Seidman has argued that Spencer Savings Bank, with $2.7 billion in total consolidated assets as of Dec. 31, 2017, has tried to put "roadblocks" in his efforts to run people for the board of directors by setting a high threshold for a member-initiated nomination. The litigation has gone back and forth over where the bar should be, but the most recent requirement for a member to nominate a candidate was 10% of the membership. Seidman maintained that the threshold was too high to allow a member to legitimately oppose the incumbent directors, but Spencer Savings Bank countered that Seidman had no evidence that the 10% threshold was unattainable. Spencer Savings Bank told the court it wanted to protect its mutuality and feared that lowering the bar would allow "raiders" to take control of a company and convert the association into a stock formation.
Seidman's legal team instead advocated for the standard used by credit unions: the support of the lesser of 1% of the membership or 500 members.
Based on documents Seidman provided to S&P Global Market Intelligence, the Superior Court of New Jersey ruled that there was no evidence of "chaos or instability" that would result from lowering the 10% threshold. Judge Bruno Mongiardo therefore ordered the installation of the credit union standard, thus lowering the bar for Seidman to nominate his own candidates for the board.
An appeal document provided by Seidman shows that Spencer Savings Bank appealed the court decision Jan. 12, 2018.
"Mr. Seidman has waged a costly, time-consuming 14-year battle purely for his financial gain and for the financial gain of his colleagues," Spencer Savings Bank said in a statement. "Spencer Savings Bank will continue to put the interests of our members and communities first, and defend itself against Mr.
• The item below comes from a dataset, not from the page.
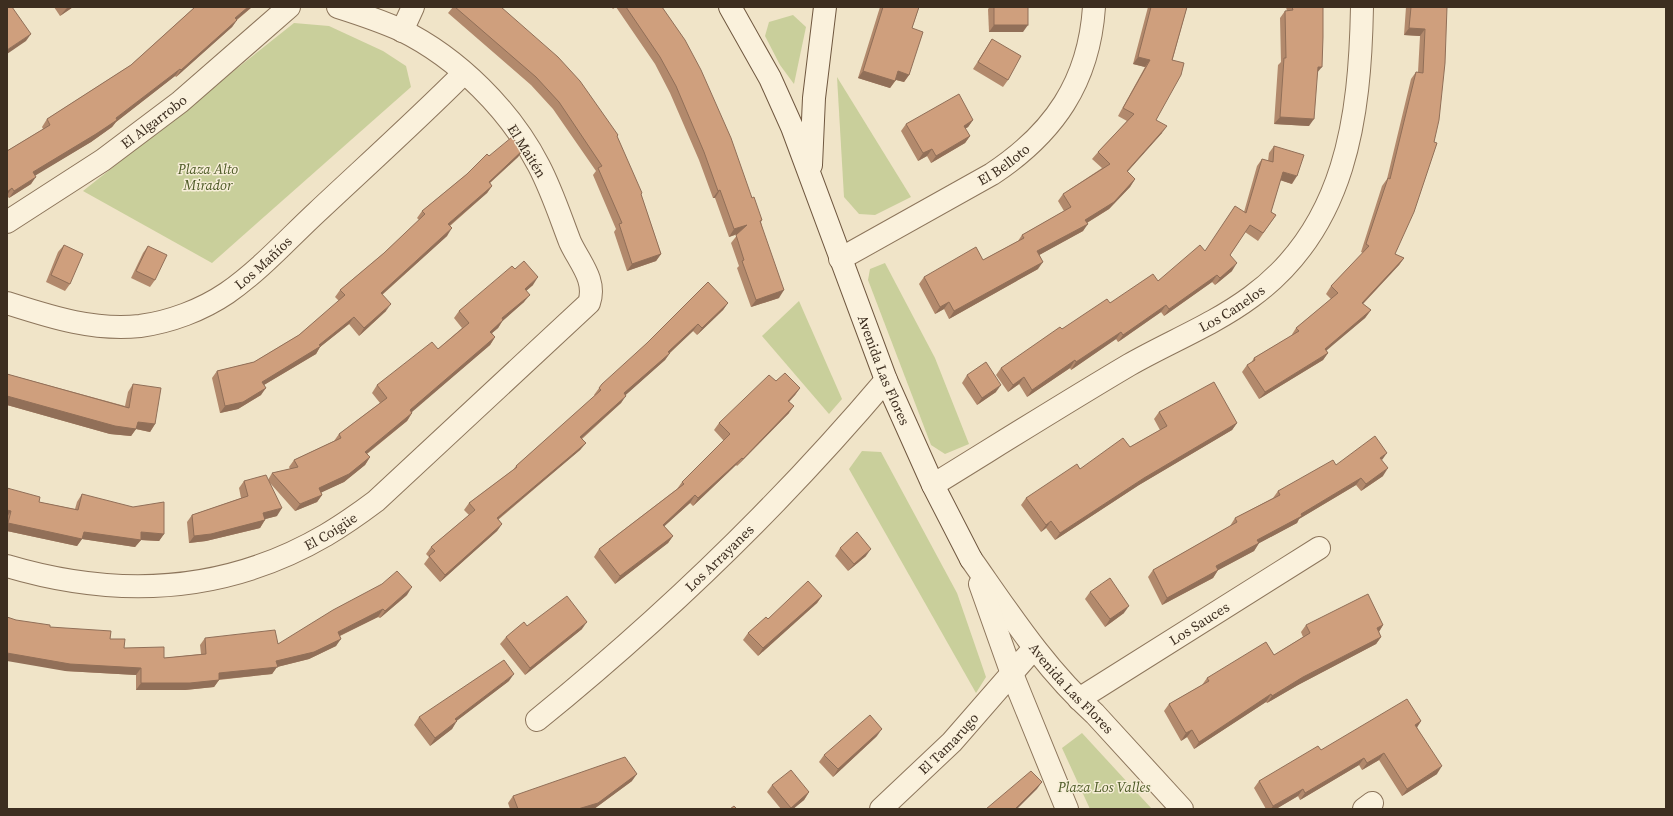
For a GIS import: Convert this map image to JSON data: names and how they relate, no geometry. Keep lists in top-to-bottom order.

Seidman's predatory attacks."
In an interview, Seidman said the appeal still blocks him for the time being from floating his own candidates for the board, which he wants to do. He said he does not want to convert the company's mutual structure, as was argued, but expressed disappointment over the leadership of Chairman, President and CEO José Guerrero. Seidman alleged that Guerrero once manipulated an elderly director, one he argues "really shouldn't have been allowed" to serve on the board, in order to survive a vote over his leadership of the company.
"This is a company that has gone out of their way to bar corporate governance," Seidman said.